Appl Biosaf. 2022 Sep 1;27(3):191-197. doi: 10.1089/apb.2022.0020. Epub 2022 Sep 14.
The US regulatory environment is evolving to accommodate a boom in gene therapy research. The 2019 version of the National Institutes of Health (NIH) Guidelines on Research Involving Recombinant or Synthetic Nucleic Acid Molecules (NIH Guidelines) lacks an appendix providing specific guidance for Institutional Biosafety Committee (IBC) review of clinical trials.
As the field matures, the burden of Federal oversight for clinical trials of investigational products containing recombinant or synthetic nucleic acid molecules is shifting toward the Food and Drug Administration (FDA). This report summarizes recent FDA guidance documents on shedding and considerations for environmental impact assessments highlighting key points pertinent to IBC review.
This report helps biosafety professionals understand the evolving regulatory framework for gene therapy products.
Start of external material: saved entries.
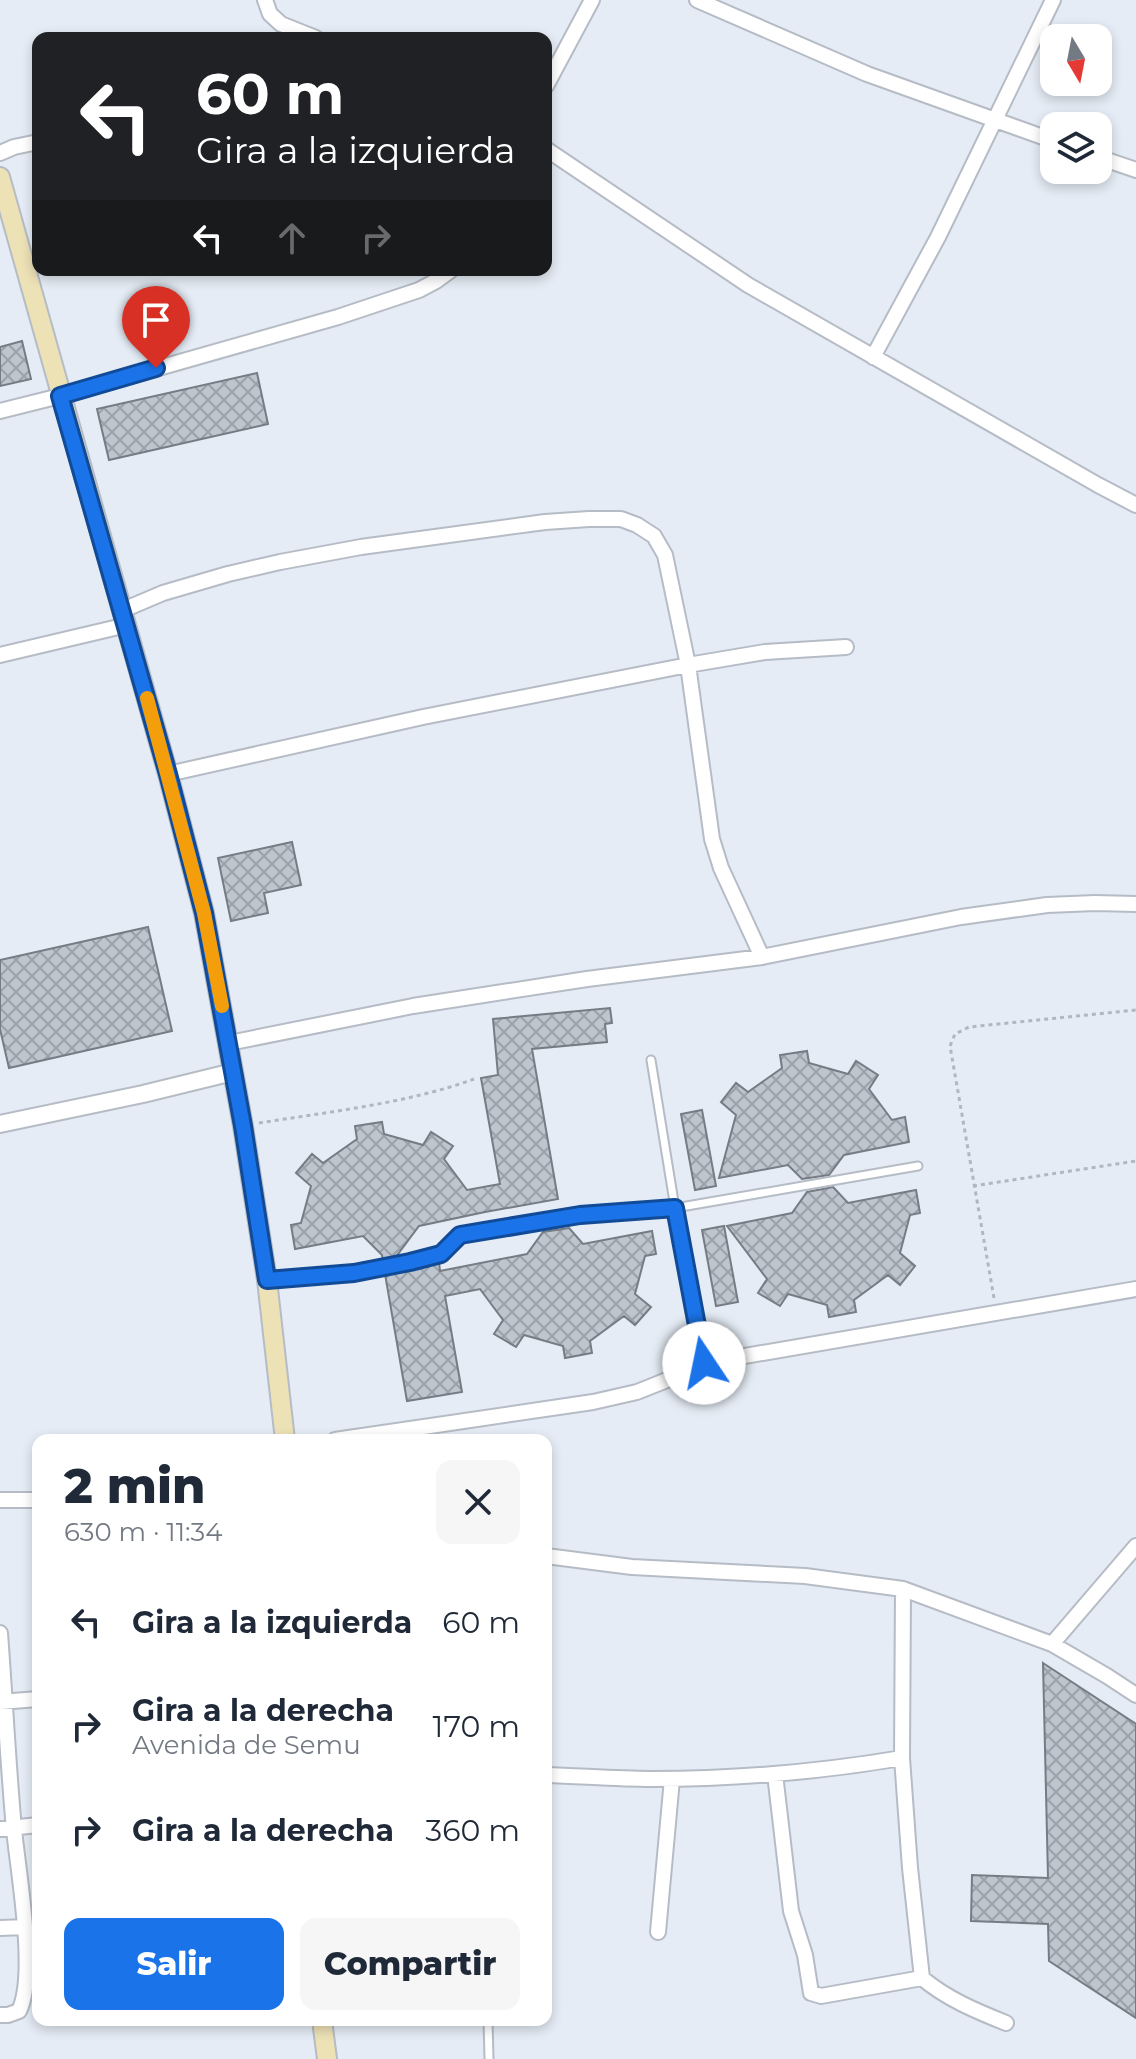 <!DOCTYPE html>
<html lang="es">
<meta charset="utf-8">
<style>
body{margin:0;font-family:Montserrat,sans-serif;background:#f6f6f7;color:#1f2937;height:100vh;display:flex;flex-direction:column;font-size:30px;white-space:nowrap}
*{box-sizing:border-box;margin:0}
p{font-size:26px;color:#747a83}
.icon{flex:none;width:44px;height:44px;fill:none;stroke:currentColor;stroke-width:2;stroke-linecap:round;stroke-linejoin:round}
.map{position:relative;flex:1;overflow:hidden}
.sheet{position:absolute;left:32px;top:1434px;width:520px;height:592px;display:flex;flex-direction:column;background:#fff;border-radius:16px;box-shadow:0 4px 12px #0003}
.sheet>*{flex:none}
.banner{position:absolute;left:32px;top:32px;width:520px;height:244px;border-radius:16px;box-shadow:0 4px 12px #0003;background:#202124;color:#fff;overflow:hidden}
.needle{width:52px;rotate:170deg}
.buttons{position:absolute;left:1040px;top:24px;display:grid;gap:16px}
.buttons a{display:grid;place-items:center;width:72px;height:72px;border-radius:16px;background:#fff;box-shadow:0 4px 12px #0003;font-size:40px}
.pin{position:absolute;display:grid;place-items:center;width:68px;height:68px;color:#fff;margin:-82px -34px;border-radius:50% 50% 50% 0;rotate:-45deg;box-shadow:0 0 8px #0007}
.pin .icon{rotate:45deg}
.me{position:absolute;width:88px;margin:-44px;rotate:349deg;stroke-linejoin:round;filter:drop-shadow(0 0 6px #0008)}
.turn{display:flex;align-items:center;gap:28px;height:168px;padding:0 32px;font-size:36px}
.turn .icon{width:104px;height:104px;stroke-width:2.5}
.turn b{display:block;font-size:56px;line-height:68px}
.lanes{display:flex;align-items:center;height:76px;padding:0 32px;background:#0003;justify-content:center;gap:40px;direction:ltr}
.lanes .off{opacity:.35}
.round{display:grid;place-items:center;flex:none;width:84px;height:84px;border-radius:16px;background:#f6f6f7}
.head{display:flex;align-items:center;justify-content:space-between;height:136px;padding:0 32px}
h1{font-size:48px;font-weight:800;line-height:60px}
.action{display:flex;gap:16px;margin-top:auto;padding:16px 32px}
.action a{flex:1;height:92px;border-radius:16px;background:#1a73e8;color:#fff;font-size:32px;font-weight:800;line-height:92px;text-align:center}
.action a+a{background:#f6f6f7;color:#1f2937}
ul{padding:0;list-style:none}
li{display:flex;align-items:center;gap:24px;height:104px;padding:0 32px}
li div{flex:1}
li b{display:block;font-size:30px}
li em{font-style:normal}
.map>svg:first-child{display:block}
</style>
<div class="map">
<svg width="1136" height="2059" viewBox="0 0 1136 2059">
<defs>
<pattern id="building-cross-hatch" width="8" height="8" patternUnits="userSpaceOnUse" patternTransform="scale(2)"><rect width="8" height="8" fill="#bec5ce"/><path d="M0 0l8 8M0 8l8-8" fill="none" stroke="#9ba1a9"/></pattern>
</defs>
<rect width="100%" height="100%" fill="#e5ecf5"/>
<path fill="url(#building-cross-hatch)" stroke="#767c84" stroke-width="2" d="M22,341L31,379L0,386V347Z
M257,373L268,424L109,460L97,409Z
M292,842L301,885L264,893L268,913L231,921L218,858Z
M148,927L172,1031L9,1068L0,1029V960Z
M610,1008L612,1023L605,1024L607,1042L532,1049L558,1199L485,1212L419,1226L395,1258L383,1261L382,1255L363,1236L295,1249L291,1225L301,1223L311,1186L296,1173L312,1154L323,1163L357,1139L355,1126L382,1122L384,1134L423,1145L431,1132L453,1146L444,1159L467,1190L500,1184L481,1078L498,1075L493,1019Z
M807,1051L809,1063L848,1074L856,1061L878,1075L869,1089L892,1120L905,1117L909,1142L844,1155L829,1175L802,1179L788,1165L719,1178L736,1115L721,1102L736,1083L748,1092L782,1068L780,1055Z
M702,1110L716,1186L695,1190L681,1114Z
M833,1187L848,1203L916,1190L920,1213L910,1215L900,1253L915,1266L900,1285L888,1275L854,1300L856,1312L829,1317L827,1305L788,1294L780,1306L758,1293L767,1279L727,1226L792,1213L807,1192Z
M724,1226L738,1302L716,1306L702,1230Z
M569,1228L583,1244L652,1231L656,1254L645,1256L635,1294L651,1307L635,1325L624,1316L590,1341L592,1353L565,1358L563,1346L524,1335L516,1347L494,1334L503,1320L480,1289L445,1296L462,1392L407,1401L385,1274L439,1262L440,1271L527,1254L543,1232Z
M1043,1663L1136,1724V2018L1049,1961L1048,1924L971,1921L972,1875L1048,1878Z"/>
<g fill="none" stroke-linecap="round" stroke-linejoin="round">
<defs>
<path id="service" d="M651,1060L675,1208L704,1363
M268,1280L354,1273L410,1262L441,1254L460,1235L580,1215L675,1208L918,1166
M488,2020L489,2059"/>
<path id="minor" d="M265,0L270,14L281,24L316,38
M697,0L867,74L1054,141
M546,86L592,0
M546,149L748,285L1098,485L1136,505
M0,153L14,147L38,142
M1098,157L1136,170
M873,357L938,237L1053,0
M0,411L60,396L338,317L419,290L436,281L451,270
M123,610L163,593L228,574L280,562L361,547L545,522L589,519H621L637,525L654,536L665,555L688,665L712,839L721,868L762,957
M0,655L127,625
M168,774L423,717L688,665L765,652L846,647
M229,1043L413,1006L587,979L762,957L961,917L1047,905L1095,903L1136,904
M335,1440L593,1402L637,1392L677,1376L704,1363L1136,1289
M0,1500H38
M546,1556L632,1567L805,1576L903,1589L1052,1644L1107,1676L1136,1695
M903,1589L902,1758L910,1868L922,1978C947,1999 976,2011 1006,2023
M0,1633C5,1699 8,1764 14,1829C18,1872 37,1975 19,2011L8,2015H0
M1052,1644L1136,1546
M0,1702L38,1699
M775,1774L791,1911L805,1955L811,1993L821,1996L922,1978
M546,1775C581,1776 616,1779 651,1779C735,1779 819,1772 902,1758
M0,1829L38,1825
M0,1928L25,1927
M658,1932L672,1779"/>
<path id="tertiary" d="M0,1124L143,1094L233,1072"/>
<path id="secondary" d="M0,177L168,774L204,913L243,1126L267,1280L285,1440
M322,2020L327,2059"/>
</defs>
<use href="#service" stroke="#b6bcc5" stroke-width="11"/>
<use href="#minor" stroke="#b6bcc5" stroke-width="18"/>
<use href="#tertiary" stroke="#b6bcc5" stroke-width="20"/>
<use href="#secondary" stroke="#b6bcc5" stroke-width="22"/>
<path stroke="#b1b7be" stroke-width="3" stroke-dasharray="4 4" stroke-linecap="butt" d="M259,1123C328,1112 409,1103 474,1079
M973,1186L1136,1161
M994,1298L950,1046L955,1034L969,1027L1136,1010"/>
<use href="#service" stroke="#fff" stroke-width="7"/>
<use href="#minor" stroke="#fff" stroke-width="14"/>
<use href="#tertiary" stroke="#fff" stroke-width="16"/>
<use href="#secondary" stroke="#ede1b6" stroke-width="18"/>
</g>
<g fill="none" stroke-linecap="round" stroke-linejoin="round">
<defs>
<path id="route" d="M156,368L60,396L168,774L204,913L243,1126L267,1280L354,1273L410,1262L441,1254L460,1235L580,1215L675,1208L704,1363"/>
</defs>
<use href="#route" stroke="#114b97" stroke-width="20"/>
<use href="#route" stroke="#1a73e8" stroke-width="14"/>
<path stroke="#f59e0b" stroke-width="14" d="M147,698L204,913L222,1006"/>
</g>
</svg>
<div class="buttons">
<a><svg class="needle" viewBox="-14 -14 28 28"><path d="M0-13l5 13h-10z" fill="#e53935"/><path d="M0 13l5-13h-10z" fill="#747a83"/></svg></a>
<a><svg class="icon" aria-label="layers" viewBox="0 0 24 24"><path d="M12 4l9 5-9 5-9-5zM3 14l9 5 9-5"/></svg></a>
</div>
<div class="pin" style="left:156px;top:368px;background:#d93025"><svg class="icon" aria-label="arrive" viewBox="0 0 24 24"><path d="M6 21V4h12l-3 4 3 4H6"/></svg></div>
<svg class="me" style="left:704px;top:1363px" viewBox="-20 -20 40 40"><circle r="19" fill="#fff"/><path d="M0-13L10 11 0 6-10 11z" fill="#1a73e8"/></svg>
<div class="banner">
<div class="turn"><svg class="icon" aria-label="left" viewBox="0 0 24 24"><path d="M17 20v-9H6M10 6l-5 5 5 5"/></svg><div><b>60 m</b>Gira a la izquierda</div></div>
<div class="lanes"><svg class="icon" aria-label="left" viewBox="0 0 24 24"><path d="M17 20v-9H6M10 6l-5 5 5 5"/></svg><svg class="icon off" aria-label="ahead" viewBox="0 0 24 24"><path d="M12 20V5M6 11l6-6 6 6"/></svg><svg class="icon off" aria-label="right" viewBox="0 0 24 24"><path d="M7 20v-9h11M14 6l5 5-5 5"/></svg></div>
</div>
<section class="sheet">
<div class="head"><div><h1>2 min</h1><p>630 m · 11:34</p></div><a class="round"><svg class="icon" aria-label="close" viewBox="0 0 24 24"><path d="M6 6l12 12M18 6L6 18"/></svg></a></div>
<ul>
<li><svg class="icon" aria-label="left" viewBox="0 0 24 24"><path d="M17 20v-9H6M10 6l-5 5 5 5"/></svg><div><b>Gira a la izquierda</b></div><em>60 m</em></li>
<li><svg class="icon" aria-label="right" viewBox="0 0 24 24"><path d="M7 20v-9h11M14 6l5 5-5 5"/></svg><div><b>Gira a la derecha</b><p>Avenida de Semu</p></div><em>170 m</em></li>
<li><svg class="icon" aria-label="right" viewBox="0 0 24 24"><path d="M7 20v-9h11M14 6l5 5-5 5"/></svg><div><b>Gira a la derecha</b></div><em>360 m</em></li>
</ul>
<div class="action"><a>Salir</a><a>Compartir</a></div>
</section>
</div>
Knowledge of the guidance documents discussed in this report will assist biosafety professionals in addressing issues pertaining to shedding and environmental impact during IBC review of clinical trials.
美国监管环境正在不断演变,以适应基因治疗研究的蓬勃发展。美国国立卫生研究院(NIH)2019年版的《涉及重组或合成核酸分子的研究指南》(NIH指南)缺少一个附录,该附录可为机构生物安全委员会(IBC)对临床试验的审查提供具体指导。
随着该领域的成熟,联邦政府对含有重组或合成核酸分子的研究性产品临床试验的监督负担正转向食品药品监督管理局(FDA)。本报告总结了FDA最近关于脱落以及环境影响评估考量的指导文件,突出了与IBC审查相关的要点。
本报告有助于生物安全专业人员理解基因治疗产品不断演变的监管框架。了解本报告中讨论的指导文件将有助于生物安全专业人员在IBC对临床试验的审查过程中解决与脱落和环境影响相关的问题。